Available data section start

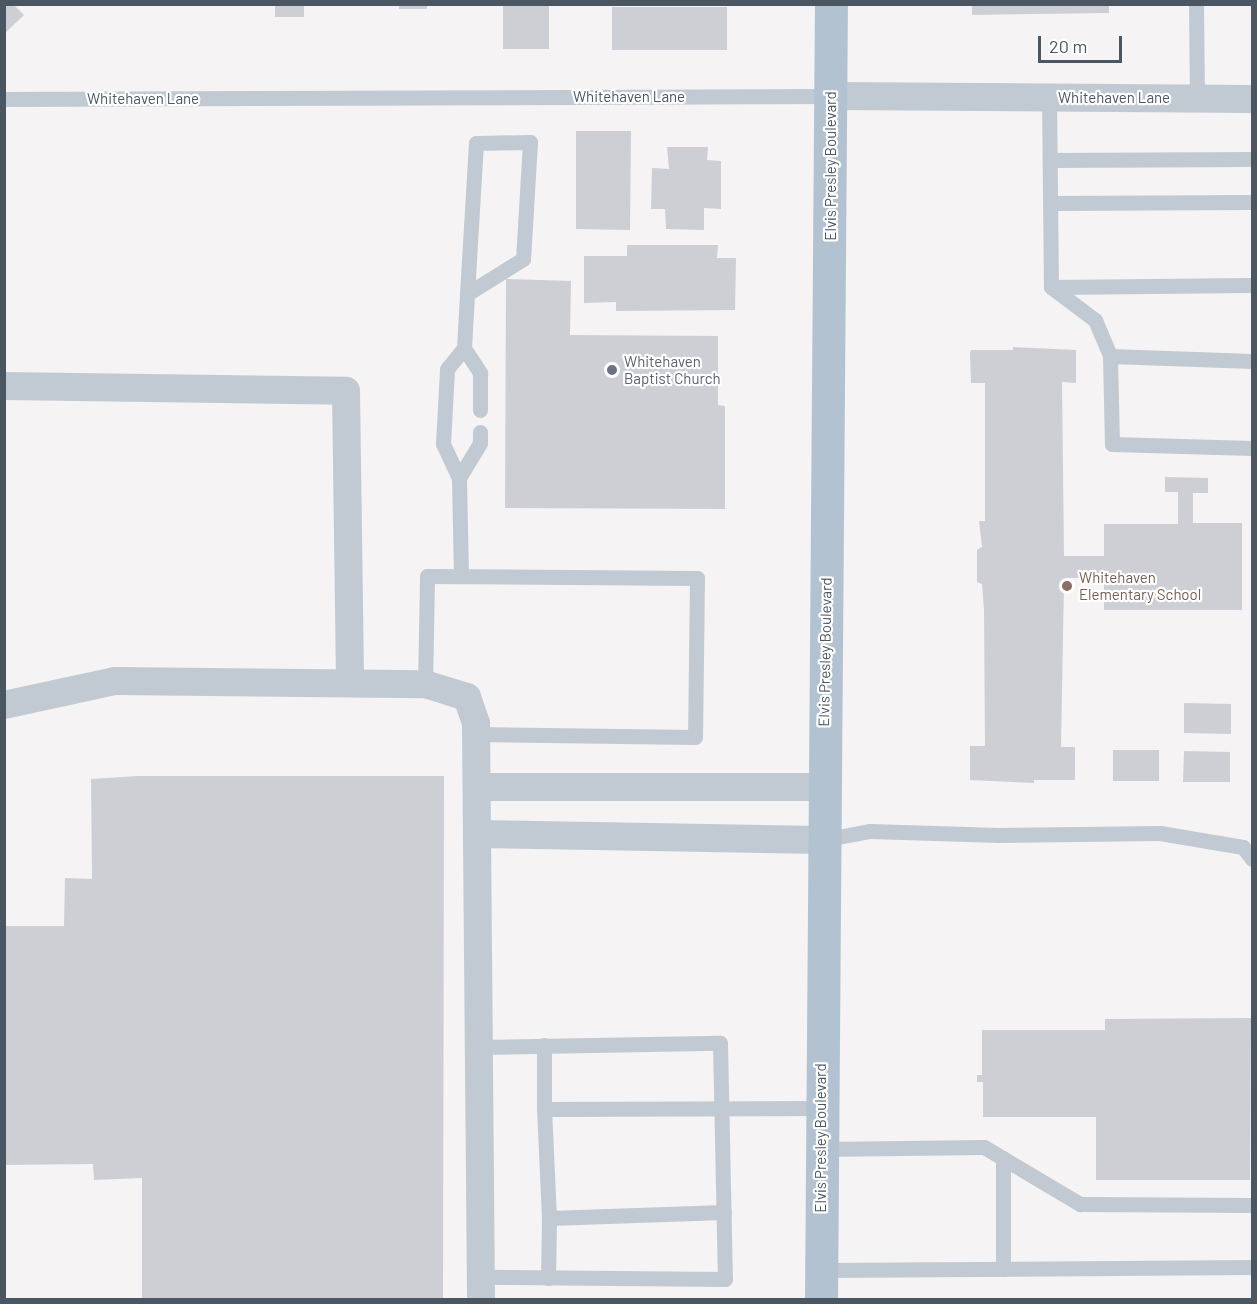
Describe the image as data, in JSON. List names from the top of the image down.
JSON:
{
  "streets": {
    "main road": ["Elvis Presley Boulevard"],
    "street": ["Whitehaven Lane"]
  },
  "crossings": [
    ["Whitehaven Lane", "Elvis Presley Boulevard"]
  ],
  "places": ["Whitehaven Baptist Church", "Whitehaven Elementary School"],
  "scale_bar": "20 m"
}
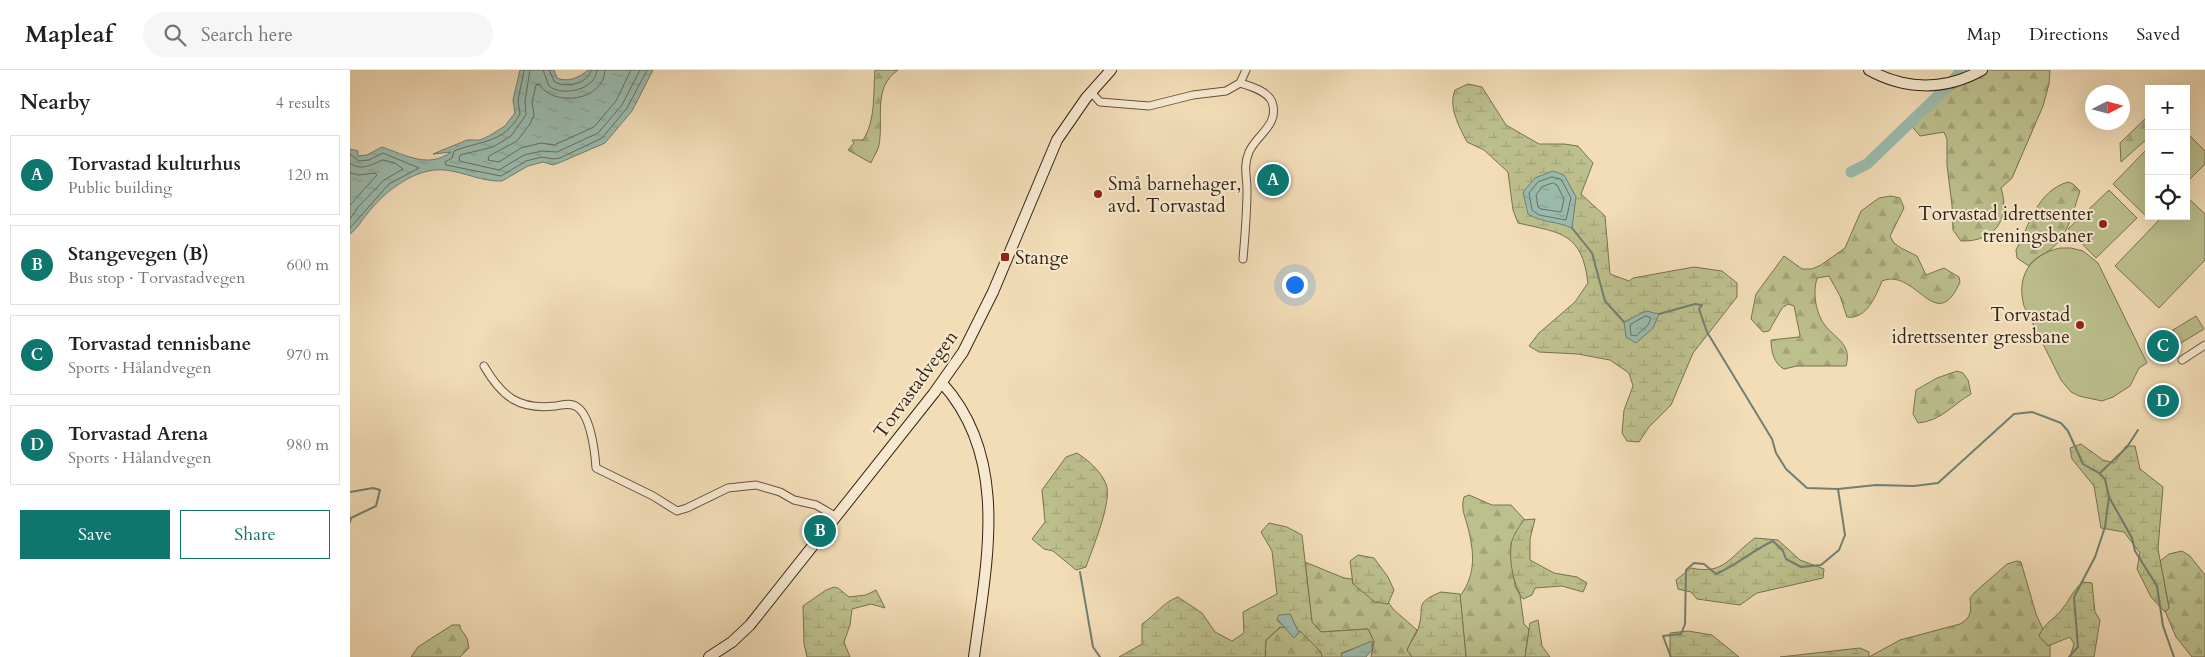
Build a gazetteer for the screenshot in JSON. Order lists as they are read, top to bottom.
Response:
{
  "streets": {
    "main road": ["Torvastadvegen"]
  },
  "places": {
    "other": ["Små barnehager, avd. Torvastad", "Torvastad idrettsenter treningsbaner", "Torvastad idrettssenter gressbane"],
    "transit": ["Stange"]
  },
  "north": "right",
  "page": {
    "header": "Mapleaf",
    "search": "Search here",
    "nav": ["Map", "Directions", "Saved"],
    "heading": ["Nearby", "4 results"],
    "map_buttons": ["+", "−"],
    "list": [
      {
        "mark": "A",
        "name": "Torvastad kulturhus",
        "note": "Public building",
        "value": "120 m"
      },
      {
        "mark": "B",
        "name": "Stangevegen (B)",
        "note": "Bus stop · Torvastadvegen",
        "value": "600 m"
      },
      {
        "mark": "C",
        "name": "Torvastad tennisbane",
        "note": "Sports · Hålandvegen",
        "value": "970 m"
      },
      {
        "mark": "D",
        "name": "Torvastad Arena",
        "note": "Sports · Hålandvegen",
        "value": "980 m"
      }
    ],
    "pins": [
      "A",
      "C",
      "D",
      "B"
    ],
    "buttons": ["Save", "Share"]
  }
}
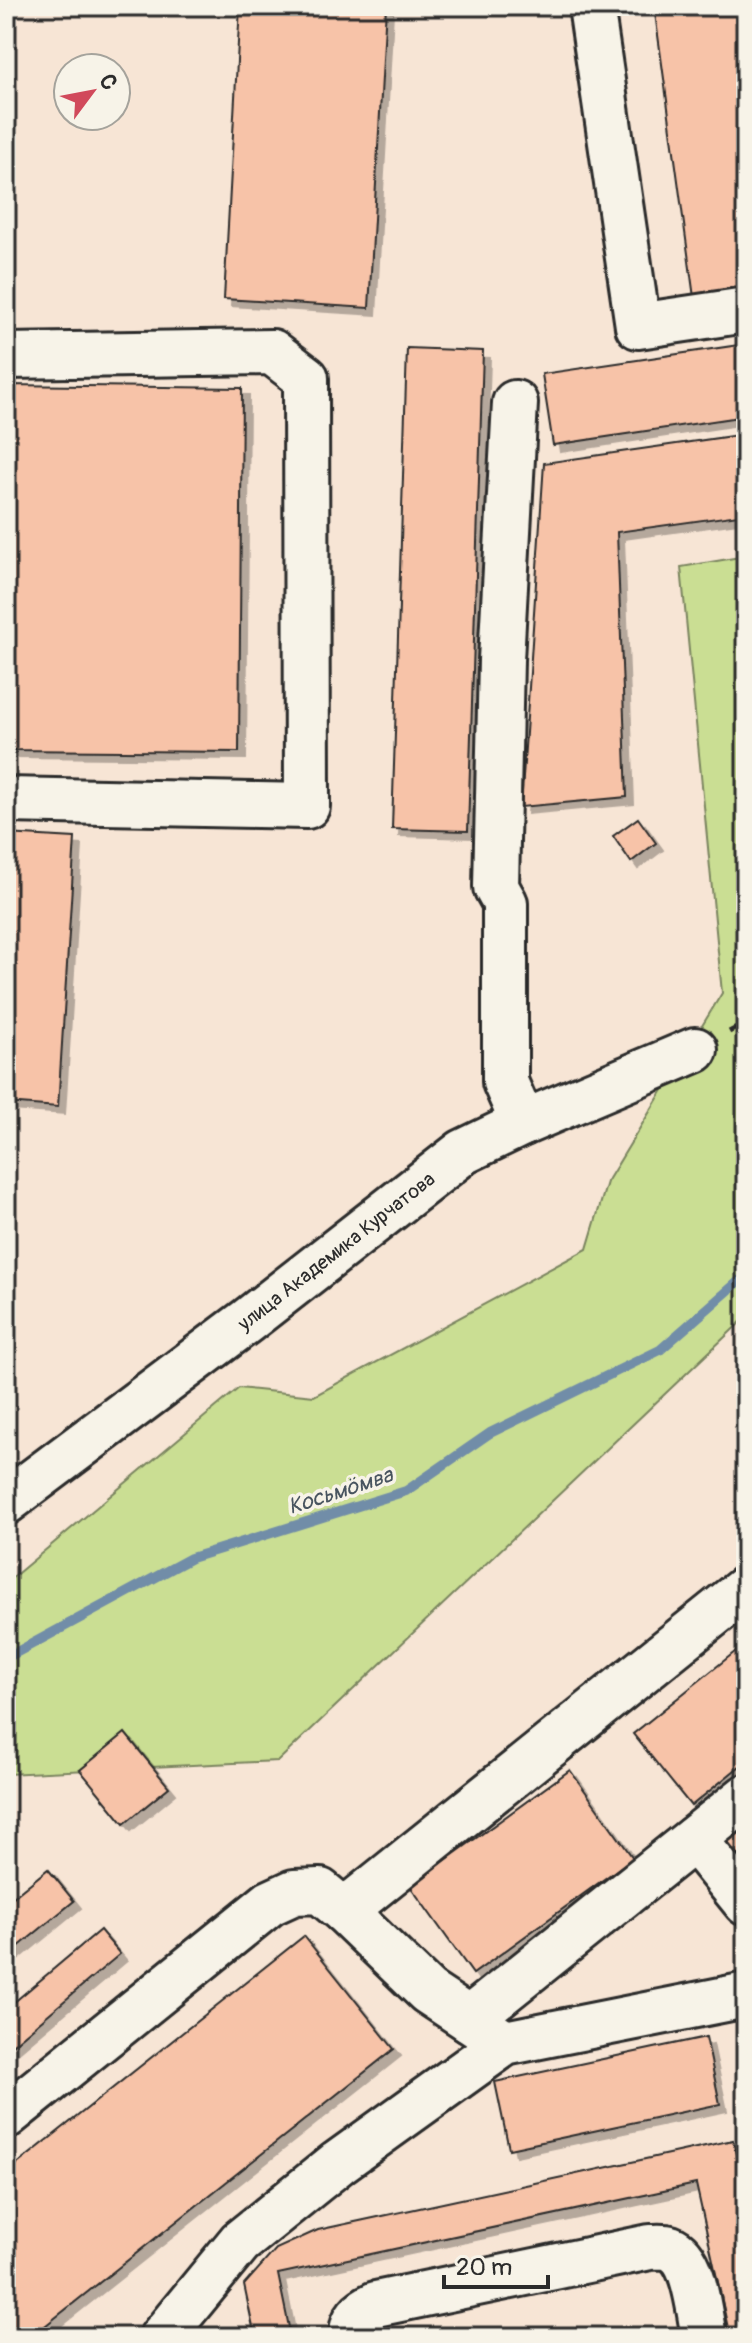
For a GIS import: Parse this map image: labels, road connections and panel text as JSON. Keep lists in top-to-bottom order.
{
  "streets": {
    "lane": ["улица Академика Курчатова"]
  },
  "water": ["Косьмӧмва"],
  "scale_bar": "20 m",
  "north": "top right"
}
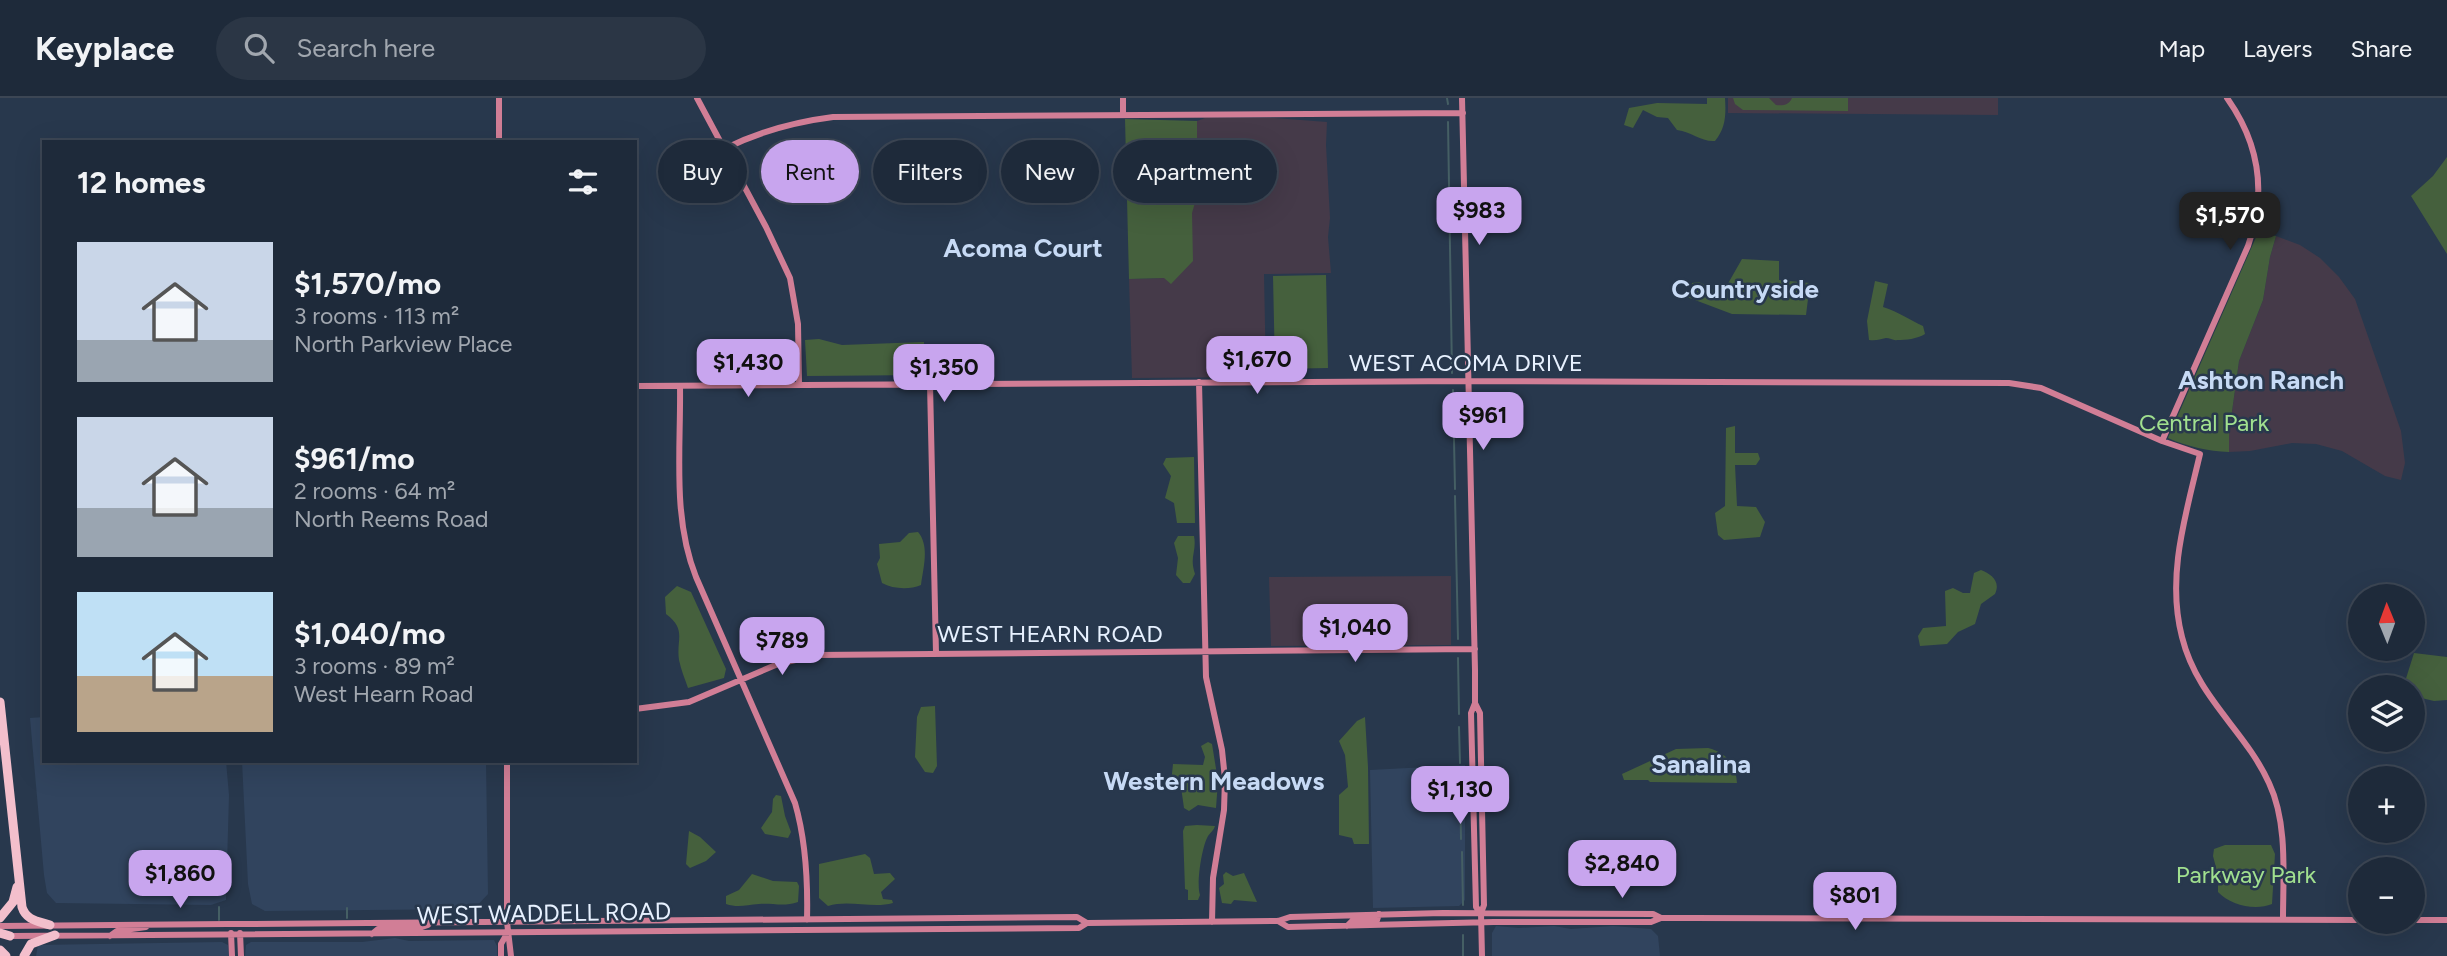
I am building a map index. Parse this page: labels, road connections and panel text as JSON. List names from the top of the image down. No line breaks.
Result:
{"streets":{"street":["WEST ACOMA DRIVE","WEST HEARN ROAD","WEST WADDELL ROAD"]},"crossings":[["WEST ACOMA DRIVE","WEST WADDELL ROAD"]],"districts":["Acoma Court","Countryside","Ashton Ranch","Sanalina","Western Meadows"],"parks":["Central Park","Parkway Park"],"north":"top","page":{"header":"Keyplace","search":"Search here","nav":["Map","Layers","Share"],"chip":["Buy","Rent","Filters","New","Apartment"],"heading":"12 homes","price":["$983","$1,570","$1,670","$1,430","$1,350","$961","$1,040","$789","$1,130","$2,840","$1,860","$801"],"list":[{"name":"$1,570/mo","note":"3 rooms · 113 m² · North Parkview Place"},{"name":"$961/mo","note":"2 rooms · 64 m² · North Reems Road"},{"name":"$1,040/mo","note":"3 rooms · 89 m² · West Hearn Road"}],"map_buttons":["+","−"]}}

Available data section end

Your output should be the lines from the one with "I am building" through the end of the records above, copied exactly.

I am building a map index. Parse this page: labels, road connections and panel text as JSON. List names from the top of the image down. No line breaks.
Result:
{"streets":{"street":["WEST ACOMA DRIVE","WEST HEARN ROAD","WEST WADDELL ROAD"]},"crossings":[["WEST ACOMA DRIVE","WEST WADDELL ROAD"]],"districts":["Acoma Court","Countryside","Ashton Ranch","Sanalina","Western Meadows"],"parks":["Central Park","Parkway Park"],"north":"top","page":{"header":"Keyplace","search":"Search here","nav":["Map","Layers","Share"],"chip":["Buy","Rent","Filters","New","Apartment"],"heading":"12 homes","price":["$983","$1,570","$1,670","$1,430","$1,350","$961","$1,040","$789","$1,130","$2,840","$1,860","$801"],"list":[{"name":"$1,570/mo","note":"3 rooms · 113 m² · North Parkview Place"},{"name":"$961/mo","note":"2 rooms · 64 m² · North Reems Road"},{"name":"$1,040/mo","note":"3 rooms · 89 m² · West Hearn Road"}],"map_buttons":["+","−"]}}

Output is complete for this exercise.